During the 16th Pan African Film & Arts Festival (PAFF) in Los Angeles held February 7-18, one can immerse themselves in African culture and politics through films rarely seen here made by many talented African filmmakers. African issues such as Darfur, AIDS, poverty, etc, are well known to most Americans essentially through the help of Hollywood celebrities using the media to draw attention to their cause. But many of the films shown at PAFF, directed by Africans from all over the continent, give the viewer a unique opportunity to glimpse inside these cultures and experience how the different African nations are both unique and similar to each other, and, in some ways perhaps, to our own nation.
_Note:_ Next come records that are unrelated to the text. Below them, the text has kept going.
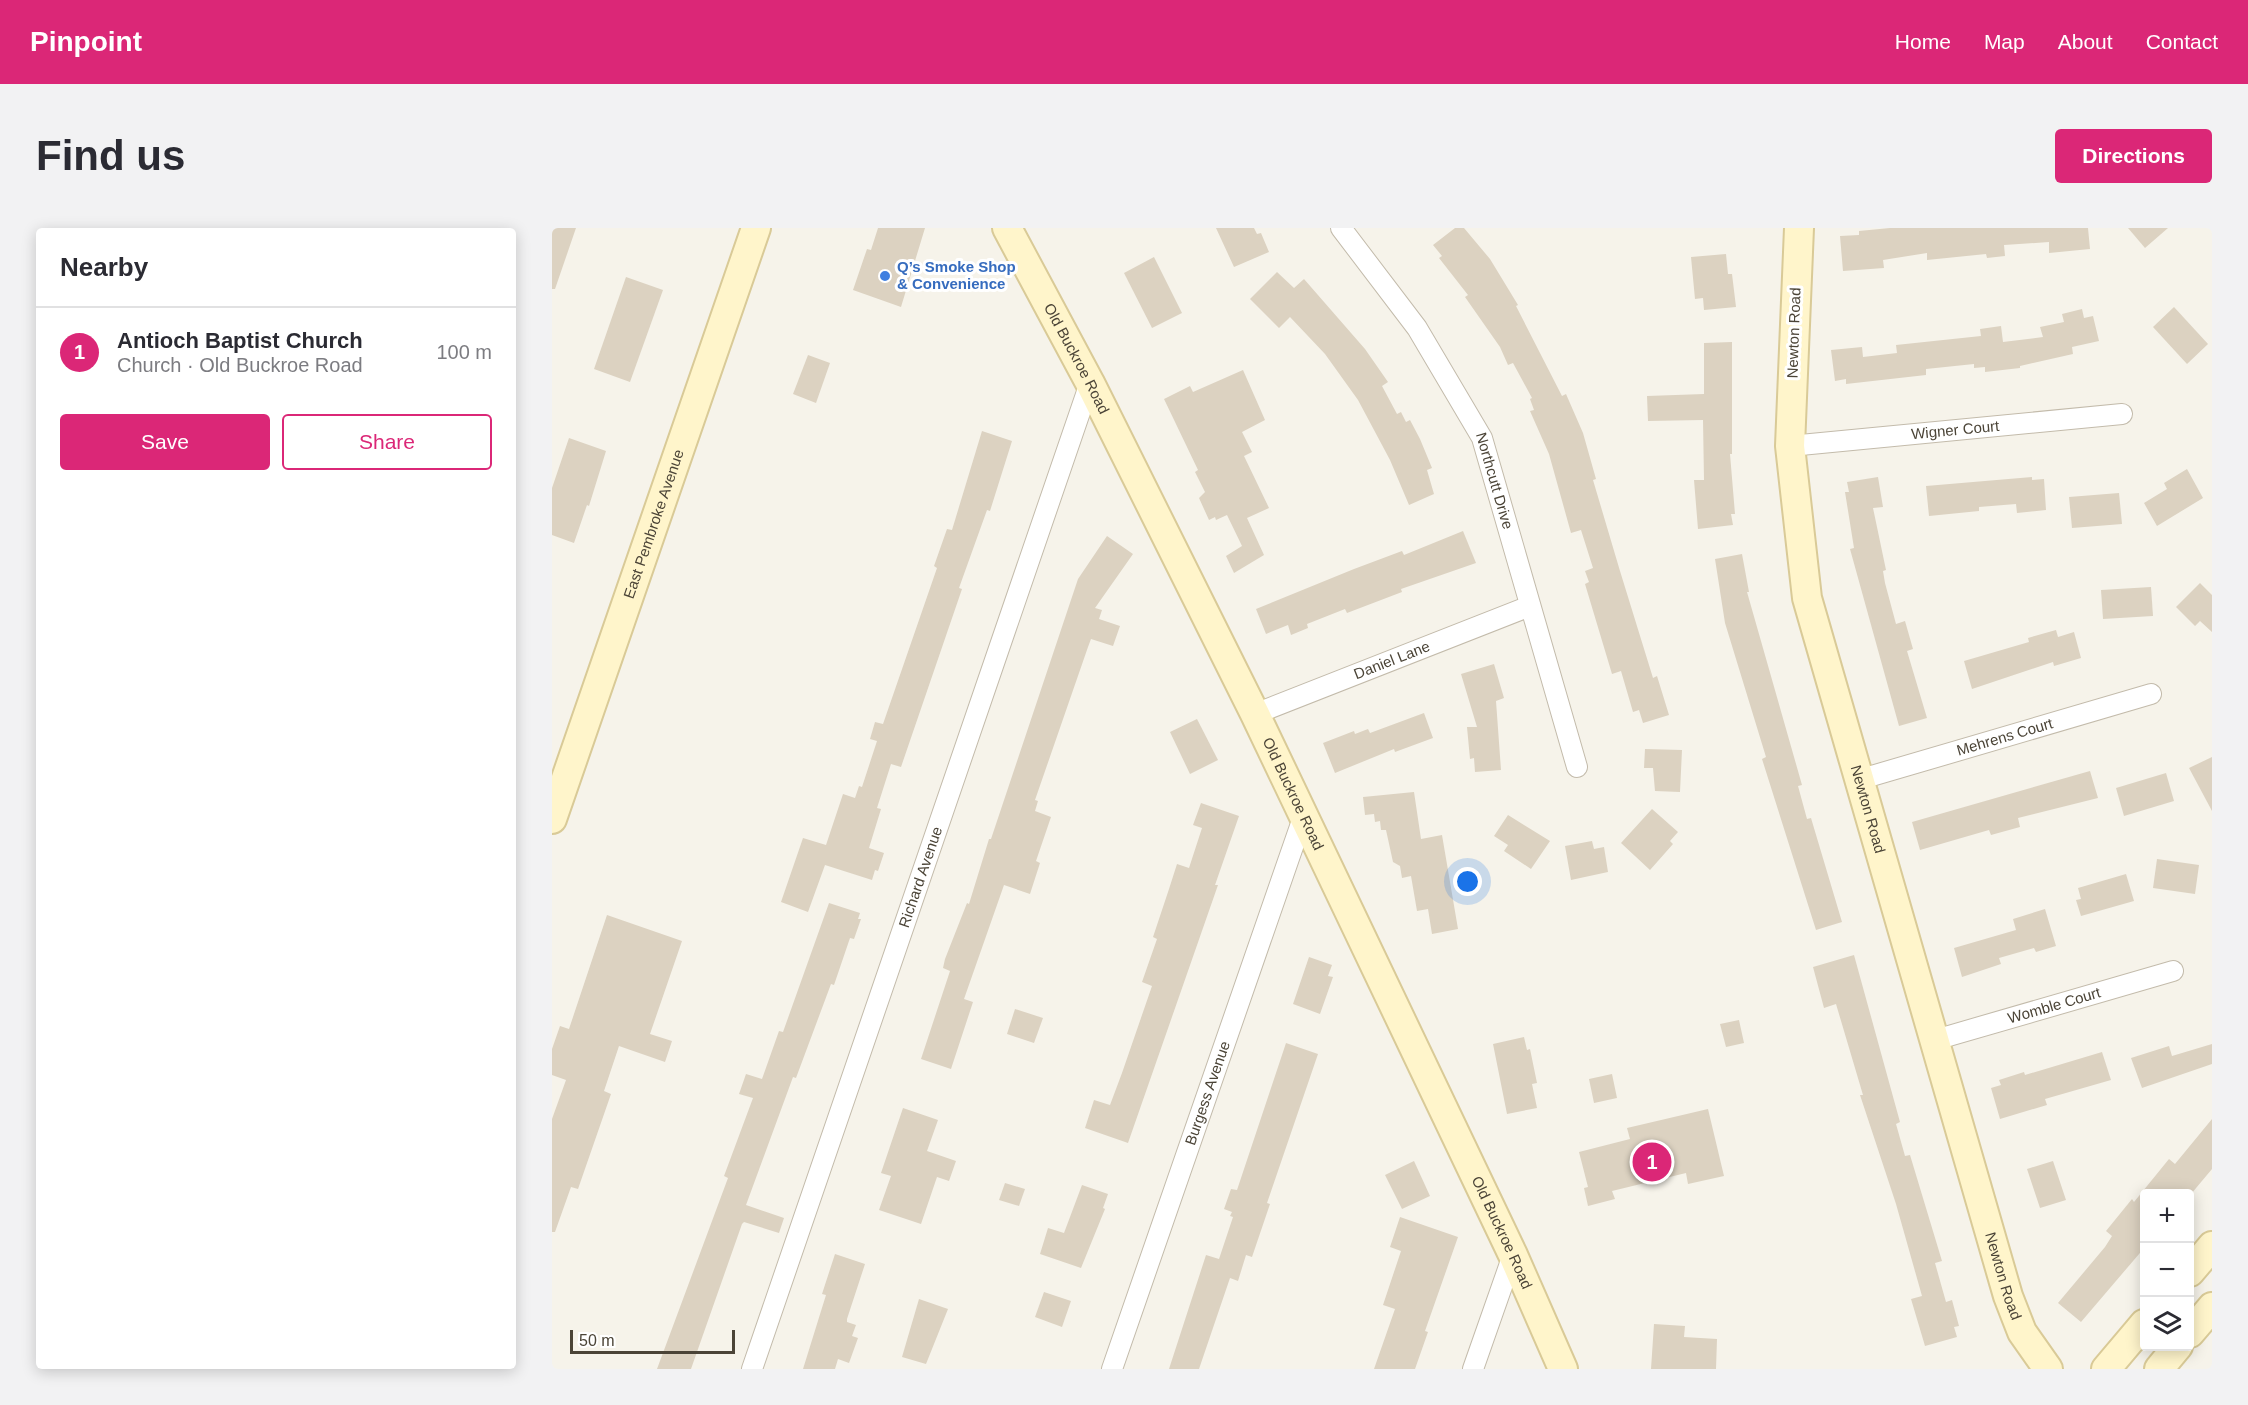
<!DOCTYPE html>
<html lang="en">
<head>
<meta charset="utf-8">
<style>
  :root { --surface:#fff; --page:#f2f2f3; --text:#2b2b33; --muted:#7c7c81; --line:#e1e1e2; --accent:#db2777 }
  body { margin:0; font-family:Arial,sans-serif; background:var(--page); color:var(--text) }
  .controls { position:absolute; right:18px; bottom:18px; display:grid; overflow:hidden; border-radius:6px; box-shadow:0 3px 15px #0003 }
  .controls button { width:54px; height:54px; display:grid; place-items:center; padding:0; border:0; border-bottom:2px solid var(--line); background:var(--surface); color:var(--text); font:30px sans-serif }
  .scale { position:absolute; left:18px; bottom:15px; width:165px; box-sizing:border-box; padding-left:6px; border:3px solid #4b4437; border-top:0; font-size:16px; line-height:21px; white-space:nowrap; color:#4b4437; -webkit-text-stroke:4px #fff; paint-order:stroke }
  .you { position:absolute; left:916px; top:654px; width:21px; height:21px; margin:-15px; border:4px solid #fff; border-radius:50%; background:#1a73e8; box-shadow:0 0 0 9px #1a73e833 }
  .badge { display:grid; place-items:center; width:39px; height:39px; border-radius:50%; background:var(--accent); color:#fff; font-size:20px; font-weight:700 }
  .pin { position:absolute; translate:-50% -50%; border:3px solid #fff; box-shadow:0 2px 6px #0006 }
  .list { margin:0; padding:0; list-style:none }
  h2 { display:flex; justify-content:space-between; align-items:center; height:78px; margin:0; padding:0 24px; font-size:26px }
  h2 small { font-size:20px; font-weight:400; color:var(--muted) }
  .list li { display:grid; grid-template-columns:39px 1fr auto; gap:18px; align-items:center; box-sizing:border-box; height:90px; padding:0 24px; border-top:2px solid var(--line) }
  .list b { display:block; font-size:22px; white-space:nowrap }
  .list p { margin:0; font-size:20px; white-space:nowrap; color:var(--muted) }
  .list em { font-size:20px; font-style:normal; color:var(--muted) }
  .actions { display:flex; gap:12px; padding:18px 24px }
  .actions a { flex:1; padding:14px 0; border:2px solid var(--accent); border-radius:6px; text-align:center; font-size:21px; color:var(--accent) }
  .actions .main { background:var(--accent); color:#fff }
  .icon { flex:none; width:33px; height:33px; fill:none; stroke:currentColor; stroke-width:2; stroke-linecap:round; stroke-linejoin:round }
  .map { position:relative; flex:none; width:1660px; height:1141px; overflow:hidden; border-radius:6px }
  header { display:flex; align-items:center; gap:36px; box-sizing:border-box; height:84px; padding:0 30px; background:var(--accent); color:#fff }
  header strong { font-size:28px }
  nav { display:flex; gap:33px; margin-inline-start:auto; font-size:21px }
  .intro { display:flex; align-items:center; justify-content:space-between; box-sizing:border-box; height:144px; padding:0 36px }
  h1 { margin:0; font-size:42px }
  .button { padding:15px 27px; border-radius:6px; background:var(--accent); color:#fff; font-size:21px; font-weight:700 }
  main { display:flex; gap:36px; padding:0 36px }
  aside { flex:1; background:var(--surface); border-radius:6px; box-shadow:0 3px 15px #0003 }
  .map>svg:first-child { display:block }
</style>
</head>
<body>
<header>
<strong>Pinpoint</strong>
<nav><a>Home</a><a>Map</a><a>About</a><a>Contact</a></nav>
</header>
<div class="intro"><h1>Find us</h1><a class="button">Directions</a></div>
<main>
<aside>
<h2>Nearby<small></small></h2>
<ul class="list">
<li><span class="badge">1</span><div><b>Antioch Baptist Church</b><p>Church · Old Buckroe Road</p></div><em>100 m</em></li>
</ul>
<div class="actions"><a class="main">Save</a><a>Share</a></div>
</aside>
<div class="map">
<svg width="1660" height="1141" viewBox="0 0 1660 1141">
  <rect width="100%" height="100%" fill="#f6f3ea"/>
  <g fill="#dcd2c1">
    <path d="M 0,0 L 24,0 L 3,61 L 0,61 Z"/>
    <path d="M 326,0 L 373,0 L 349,79 L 301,62 L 315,21 L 319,22 Z"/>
    <path d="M 664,0 L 702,0 L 705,6 L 709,5 L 717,24 L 682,39 Z"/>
    <path d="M 903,0 L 912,0 L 938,31 L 966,77 L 964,78 L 1010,168 L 1014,166 L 1031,205 L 1044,251 L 1041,252 L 1068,343 L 1101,450 L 1105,448 L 1117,487 L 1091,495 L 1087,482 L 1081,484 L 1069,443 L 1060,446 L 1033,356 L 1037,354 L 1033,343 L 1041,340 L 1029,302 L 1019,305 L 997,226 L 978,183 L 982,182 L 978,171 L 980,170 L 961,135 L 956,137 L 948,119 L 913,69 L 916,67 L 887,30 L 890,28 L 881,17 Z"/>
    <path d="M 1338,0 L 1536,0 L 1538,21 L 1497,25 L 1497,14 L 1452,17 L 1453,28 L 1435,30 L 1434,26 L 1375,32 L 1375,25 L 1331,32 L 1332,40 L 1291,43 L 1288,8 L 1307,7 L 1307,3 Z"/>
    <path d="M 1576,0 L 1616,0 L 1593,20 Z"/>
    <path d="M 1174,26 L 1176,46 L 1180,46 L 1184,79 L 1152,82 L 1151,70 L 1143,71 L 1139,29 Z"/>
    <path d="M 602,29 L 630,85 L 600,100 L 572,45 Z"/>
    <path d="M 725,44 L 742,60 L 752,51 L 813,121 L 836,154 L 830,158 L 845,186 L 849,184 L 854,194 L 858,192 L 868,211 L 880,240 L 875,242 L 882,266 L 857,277 L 838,232 L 806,172 L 773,126 L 738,89 L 727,100 L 698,71 Z"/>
    <path d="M 74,49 L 111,62 L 78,154 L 42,141 Z"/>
    <path d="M 1622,79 L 1656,116 L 1635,136 L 1601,99 Z"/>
    <path d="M 1530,81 L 1532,90 L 1541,88 L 1547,113 L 1520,119 L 1521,126 L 1468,138 L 1468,140 L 1433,144 L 1433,139 L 1422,140 L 1422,136 L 1374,141 L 1374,147 L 1294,156 L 1294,151 L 1283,153 L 1279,122 L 1310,119 L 1311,129 L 1345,125 L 1344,117 L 1429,108 L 1428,101 L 1449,98 L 1451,114 L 1491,109 L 1488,99 L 1512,94 L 1510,86 Z"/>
    <path d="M 1180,114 L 1180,226 L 1178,226 L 1183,286 L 1179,286 L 1181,297 L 1146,301 L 1142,252 L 1152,252 L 1151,192 L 1096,193 L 1095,168 L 1152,166 L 1152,115 Z"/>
    <path d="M 256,127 L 278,135 L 264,175 L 241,166 Z"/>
    <path d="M 691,142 L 713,192 L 690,204 L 700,224 L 692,228 L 717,280 L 695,290 L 712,327 L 682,345 L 674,328 L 690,318 L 675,287 L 664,292 L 663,289 L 657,292 L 647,270 L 653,264 L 643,244 L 646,242 L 612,171 L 638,158 L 641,164 Z"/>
    <path d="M 430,203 L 460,213 L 438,283 L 435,282 L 407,360 L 410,361 L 349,539 L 339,536 L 325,580 L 329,581 L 317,620 L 332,625 L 326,643 L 323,642 L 320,652 L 273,637 L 256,684 L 229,674 L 251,610 L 274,617 L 291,566 L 303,570 L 307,558 L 310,559 L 325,513 L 318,511 L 323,494 L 331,496 L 385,340 L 382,338 L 395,301 L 400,302 Z"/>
    <path d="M 17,210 L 54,223 L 37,278 L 35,277 L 22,315 L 0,307 L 0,260 Z"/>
    <path d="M 1635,241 L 1651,270 L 1605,298 L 1592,275 L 1615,261 L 1612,255 Z"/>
    <path d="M 1326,249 L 1331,279 L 1321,280 L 1334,342 L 1331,343 L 1333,355 L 1344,396 L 1353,393 L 1361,421 L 1355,423 L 1375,490 L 1347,498 L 1298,321 L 1302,320 L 1293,264 L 1297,264 L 1295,254 Z"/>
    <path d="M 1480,249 L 1480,252 L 1492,251 L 1494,282 L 1465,285 L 1464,276 L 1427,279 L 1427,283 L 1377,288 L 1374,258 Z"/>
    <path d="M 1567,265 L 1570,296 L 1520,300 L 1517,269 Z"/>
    <path d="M 911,303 L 924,335 L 849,361 L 850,364 L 795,385 L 793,381 L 755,396 L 756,400 L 739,407 L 736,397 L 714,406 L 704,381 L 802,341 L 850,323 L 852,327 Z"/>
    <path d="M 555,308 L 581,326 L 543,380 L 550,382 L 547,391 L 568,398 L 561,418 L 539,411 L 536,419 L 483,572 L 486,573 L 483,583 L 499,589 L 484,633 L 488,635 L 478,666 L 452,657 L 412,771 L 421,774 L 399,841 L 369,831 L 398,743 L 391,740 L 393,731 L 415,675 L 417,676 L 437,611 L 439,611 L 526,351 Z"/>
    <path d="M 1190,326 L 1197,364 L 1195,364 L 1250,557 L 1246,558 L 1255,591 L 1259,590 L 1290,694 L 1264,702 L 1210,531 L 1214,529 L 1173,395 L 1163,331 Z"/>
    <path d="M 1648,355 L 1660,367 L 1660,404 L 1648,393 L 1643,398 L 1624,379 Z"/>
    <path d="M 1599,359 L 1601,388 L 1551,391 L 1549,362 Z"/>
    <path d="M 1504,402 L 1506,409 L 1522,404 L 1529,430 L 1502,438 L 1501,434 L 1420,461 L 1412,433 L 1477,414 L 1476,410 Z"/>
    <path d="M 942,436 L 952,470 L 944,473 L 949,542 L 923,544 L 922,530 L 918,531 L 915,499 L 925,499 L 909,446 Z"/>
    <path d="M 872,485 L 881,510 L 843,524 L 842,521 L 783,545 L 771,515 L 802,503 L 803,506 L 816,501 L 818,505 Z"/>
    <path d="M 645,491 L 666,532 L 638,546 L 618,504 Z"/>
    <path d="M 1093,521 L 1130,522 L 1128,564 L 1103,563 L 1101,540 L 1092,540 Z"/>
    <path d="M 1660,529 L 1660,583 L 1637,540 Z"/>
    <path d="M 1538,543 L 1546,570 L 1466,590 L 1468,599 L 1439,607 L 1437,602 L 1368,622 L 1360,594 Z"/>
    <path d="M 1614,545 L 1622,573 L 1572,588 L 1564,560 Z"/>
    <path d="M 862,564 L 869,611 L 890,607 L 906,701 L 880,706 L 876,681 L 865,683 L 859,648 L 850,650 L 848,638 L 841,634 L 834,602 L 829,602 L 828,593 L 823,594 L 822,586 L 813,587 L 811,569 Z"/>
    <path d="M 649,575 L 687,588 L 663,657 L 666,657 L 576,915 L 533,900 L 542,872 L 558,877 L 570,845 L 600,758 L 590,754 L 605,711 L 601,709 L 617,661 L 625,636 L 637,640 L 650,600 L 641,597 Z"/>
    <path d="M 1100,581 L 1126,604 L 1118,613 L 1121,616 L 1098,642 L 1069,615 Z"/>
    <path d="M 956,587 L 998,613 L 979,641 L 952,623 L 956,617 L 942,608 Z"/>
    <path d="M 1040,613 L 1042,621 L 1052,619 L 1056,644 L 1019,652 L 1013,618 Z"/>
    <path d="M 1605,631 L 1647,637 L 1643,666 L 1601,660 Z"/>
    <path d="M 1574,646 L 1582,673 L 1529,688 L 1524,672 L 1529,671 L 1526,660 Z"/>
    <path d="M 277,675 L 308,685 L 306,691 L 309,691 L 302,711 L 298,710 L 282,757 L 279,756 L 244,850 L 241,849 L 194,977 L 232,990 L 227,1005 L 192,994 L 190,996 L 139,1141 L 105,1141 L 176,950 L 172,948 L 201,870 L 187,866 L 194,846 L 210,851 L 227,803 L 231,804 Z"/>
    <path d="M 1493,681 L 1504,718 L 1484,724 L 1482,720 L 1447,730 L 1449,736 L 1410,749 L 1402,720 L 1464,702 L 1461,691 Z"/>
    <path d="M 55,687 L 130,713 L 98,806 L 120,813 L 113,834 L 67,818 L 52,863 L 59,866 L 26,961 L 19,959 L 3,1004 L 0,1004 L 0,891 L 14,852 L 0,847 L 0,821 L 8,798 L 17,801 Z"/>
    <path d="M 1302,727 L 1348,894 L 1344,896 L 1353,928 L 1358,927 L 1390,1033 L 1383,1035 L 1394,1074 L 1400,1072 L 1407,1098 L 1402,1099 L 1405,1109 L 1373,1118 L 1359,1071 L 1370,1068 L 1344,976 L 1308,867 L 1311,867 L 1284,776 L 1272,780 L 1261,739 Z"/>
    <path d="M 757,729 L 780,737 L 776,748 L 781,749 L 768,786 L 741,776 Z"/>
    <path d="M 463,781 L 491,790 L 482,815 L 455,806 Z"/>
    <path d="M 1187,792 L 1192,815 L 1174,819 L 1168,796 Z"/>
    <path d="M 972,809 L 975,822 L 978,821 L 985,855 L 980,856 L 985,880 L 955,886 L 941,816 Z"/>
    <path d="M 734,815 L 766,826 L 715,975 L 718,976 L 700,1029 L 694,1027 L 686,1053 L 678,1050 L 647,1141 L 617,1141 L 654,1027 L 667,1031 L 681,989 L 678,988 L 680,984 L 672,981 L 679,961 L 685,962 Z"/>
    <path d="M 1660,816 L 1660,836 L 1590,860 L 1579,830 L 1617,818 L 1620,828 Z"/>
    <path d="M 1550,824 L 1559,852 L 1493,871 L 1495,877 L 1448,891 L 1439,860 L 1449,857 L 1447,852 L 1472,844 L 1473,847 Z"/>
    <path d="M 1060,846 L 1065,870 L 1042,875 L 1037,851 Z"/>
    <path d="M 351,880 L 386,892 L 375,923 L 404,933 L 397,953 L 385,949 L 369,996 L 327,982 L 339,948 L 329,945 Z"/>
    <path d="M 1156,881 L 1172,948 L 1136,956 L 1134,945 L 1060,963 L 1063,971 L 1036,978 L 1032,960 L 1036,959 L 1027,924 L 1078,911 L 1075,900 Z"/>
    <path d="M 1660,891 L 1660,941 L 1639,966 L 1593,966 L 1593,1019 L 1529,1094 L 1506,1075 L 1553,1019 L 1560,1008 L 1554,1003 L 1580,971 L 1582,974 L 1617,931 L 1623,936 Z"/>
    <path d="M 862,933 L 878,968 L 850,981 L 833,947 Z"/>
    <path d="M 1501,933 L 1514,972 L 1488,980 L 1475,941 Z"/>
    <path d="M 453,955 L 473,961 L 467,978 L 447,972 Z"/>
    <path d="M 530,957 L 556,966 L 551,980 L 553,981 L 529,1040 L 488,1026 L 496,1000 L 512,1005 Z"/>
    <path d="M 848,989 L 906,1009 L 873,1103 L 876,1104 L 863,1141 L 822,1141 L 843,1081 L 831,1077 L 849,1023 L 838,1019 Z"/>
    <path d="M 283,1026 L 313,1036 L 295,1091 L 295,1094 L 304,1097 L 300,1108 L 306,1110 L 297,1135 L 286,1131 L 283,1141 L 251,1141 L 274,1067 L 270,1066 Z"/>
    <path d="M 492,1064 L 519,1073 L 510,1099 L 483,1089 Z"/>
    <path d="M 367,1071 L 396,1081 L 374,1136 L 350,1129 Z"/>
    <path d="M 1102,1096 L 1133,1098 L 1132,1109 L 1165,1111 L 1164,1141 L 1099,1141 Z"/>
  </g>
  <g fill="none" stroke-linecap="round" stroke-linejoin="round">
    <g stroke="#c3bbab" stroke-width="22">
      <g id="street">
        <path id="s1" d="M 789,0 L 865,100 L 930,210 L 1025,539"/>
        <path id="s2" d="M 1238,218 L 1570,186"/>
        <path id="s3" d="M 703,486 L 978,378"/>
        <path id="s4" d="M 1306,552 L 1599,466"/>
        <path id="s5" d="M 1383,812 L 1621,743"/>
        <path id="s6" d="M 200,1141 L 538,155"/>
        <path id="s7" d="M 560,1141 L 752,587"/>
        <path d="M 921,1141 L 961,1027"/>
      </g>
    </g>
    <g stroke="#d9ca97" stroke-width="32">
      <g id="secondary">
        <path id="s8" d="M 455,0 L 538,155 L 703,486 L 961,1027 L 1011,1141"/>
        <path id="s9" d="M 1247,0 L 1238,218 L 1255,370 L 1456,1068 L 1470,1104 L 1496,1141"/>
        <path id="s10" d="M 0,591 L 204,0"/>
        <path d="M 1638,1044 L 1660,1018"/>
        <path d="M 1638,1105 L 1660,1079"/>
        <path d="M 1554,1141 L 1592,1096"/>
        <path d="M 1607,1141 L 1626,1118"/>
      </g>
    </g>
    <use href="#street" stroke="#fff" stroke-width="20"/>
    <use href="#secondary" stroke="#fff5cb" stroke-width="28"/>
  </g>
  <circle fill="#3f7fe0" stroke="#fff" stroke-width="2" cx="333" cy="48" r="6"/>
  <g text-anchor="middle" stroke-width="6" stroke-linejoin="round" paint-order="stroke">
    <g font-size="15" font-weight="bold" fill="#366cbe" stroke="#fff" text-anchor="start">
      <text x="345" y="44">Q’s Smoke Shop<tspan x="345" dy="17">&amp; Convenience</tspan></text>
    </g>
    <g font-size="15" fill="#4b4437" stroke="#fff">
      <text transform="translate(1242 105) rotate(-88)" y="5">Newton Road</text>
      <text dy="5" stroke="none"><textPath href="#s8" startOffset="148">Old Buckroe Road</textPath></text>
      <text dy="5" stroke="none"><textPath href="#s2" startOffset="166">Wigner Court</textPath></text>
      <text dy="5" stroke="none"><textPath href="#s1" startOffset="298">Northcutt Drive</textPath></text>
      <text dy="5" stroke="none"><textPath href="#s10" startOffset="312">East Pembroke Avenue</textPath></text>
      <text dy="5" stroke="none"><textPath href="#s3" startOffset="147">Daniel Lane</textPath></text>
      <text dy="5" stroke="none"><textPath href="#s4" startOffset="153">Mehrens Court</textPath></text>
      <text dy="5" stroke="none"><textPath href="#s8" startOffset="634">Old Buckroe Road</textPath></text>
      <text dy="5" stroke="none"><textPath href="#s9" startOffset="591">Newton Road</textPath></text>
      <text dy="5" stroke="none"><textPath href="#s6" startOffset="520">Richard Avenue</textPath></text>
      <text dy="5" stroke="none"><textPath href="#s5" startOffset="124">Womble Court</textPath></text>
      <text dy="5" stroke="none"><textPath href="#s7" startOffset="292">Burgess Avenue</textPath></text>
      <text dy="5" stroke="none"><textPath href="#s8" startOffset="1120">Old Buckroe Road</textPath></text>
      <text dy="5" stroke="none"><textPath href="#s9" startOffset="1077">Newton Road</textPath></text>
    </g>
  </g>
</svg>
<div class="controls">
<button>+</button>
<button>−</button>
<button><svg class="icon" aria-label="layers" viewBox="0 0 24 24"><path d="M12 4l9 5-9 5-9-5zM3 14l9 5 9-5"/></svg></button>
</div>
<div class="scale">50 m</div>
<div class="you"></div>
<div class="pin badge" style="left:1100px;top:934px">1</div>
</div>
</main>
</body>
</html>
The fact that the name of Burkina Faso’s past president, Thomas Sankara, is essentially unknown to most Americans is not surprising. In fact, if we were offered one million dollars to point to the African nation of Burkina Faso on a map, most of us would lose. Director Robin Shuffield’s Thomas Sankara: The Upright Man is a documentary of Sankara who, between 1983 and 1987 at age 33, became leader of Burkina Fasso, a small landlocked nation located north of the smaller nations of the Ivory Coast, Ghana, Togo, Benin, south of Mali, and west of Niger. This small nation of Africa has been colonized by the French since 1896, and was once called Upper Volta. Sankara was eventually assassinated in a coupe led by his right hand man, “friend” and confidant, Blaise Compaoré, and discretely buried in an unmarked grave.
Many, to this day, consider the short-lived, revolutionary ideas that Sankara implemented in his brief term a tragic waste and missed opportunity for his country. Armed with a Marxist vision that might have made his nation a triumphant example of this ideology, Sankara began his presidency redirecting the political power base to create a fair, independent state through such successful programs that he was seen as a threat by many neighboring African nations sympathetic to colonial ideas and to others including Francois Mitterand, prime minister of France at that time. In the first year of his presidency, Sankara replaced all Mercedes owned by government officials with cheaper cars. He then began health reforms vaccinating over a million people in one week, a record recognized by the World Health Organization; instituted unprecedented women’s equality in all forms of society, banned female circumcision, polygamy and promoted contraception; began railroads and environmental protection programs; and attempted to use all the resources of his nation for production of food and clothing to prevent exploitation of outside imperialist forces. Changing the name of his small nation to Burkina Faso in his first year of leadership, meaning “The Land of the Upright Man,” is indicative of the vision that he had for his people.
Subtitled from French, director Shuffield allows Sankara’s charisma and dedication to Marxist ideals come through in many original filmed speeches to his people. Multiple close-ups of Sankara’s smiling face often reveal an intense yet approachable character. When he tells his people that: “The one who feeds you induces his will upon you” one can sense that this was a leader of the people who whole-heartedly believed in a vision of self-sufficiency and a refusal to “afro-pessimism.”
Shuffield has picked compelling footage that portrays Sankara’s earnestness, integrity, morals, and humor. An unwavering commitment to his leftist ideals, his people and his country are made indelible through a linear montage of interviews, news clips, and videos both old and new during Sankara’s time as leader and after. As a result, we see those who worked with him, those who benefited from his policies, and those who opposed him both in his own country and world leaders abroad. In an interview with a member of his party reflecting on Sankara’s regime, he lends insight into the reason that Sankara had the ability to say things many other leaders would not; because he never saw himself as a god, and he never saw any leaders of any other country as one either. He was a true Marxist in the egalitarian sense.
Shuffield, however, does not paint Sankara’s revolution as ideal and all good. We see clips of newscasts exposing problems of Sankara’s impatience to incorporate his social ideas into the culture. In a teacher’s strike, Sankara makes the mistake of not recognizing their grievances and fires them all, hiring under-trained and incompetent teachers to replace them, damaging the educational system. Sankara’s ideals and impatience were perhaps what many say had ultimately led to creating unrest in the country by some who did not like where his philosophy was taking them.
Although, the back story of Sankara’s early life before his rise to leader is disappointingly absent, and much of the borrowed film footage is slightly blurred, the story is elucidating. Even though we see Sankara’s ideas fail in the end, at the very least the film is an interesting look at an independent government accomplishing positive results in record time when left to its own resources. And if that’s not enough, it’s worth the price of the film for no other reason than to broaden your knowledge of Africa.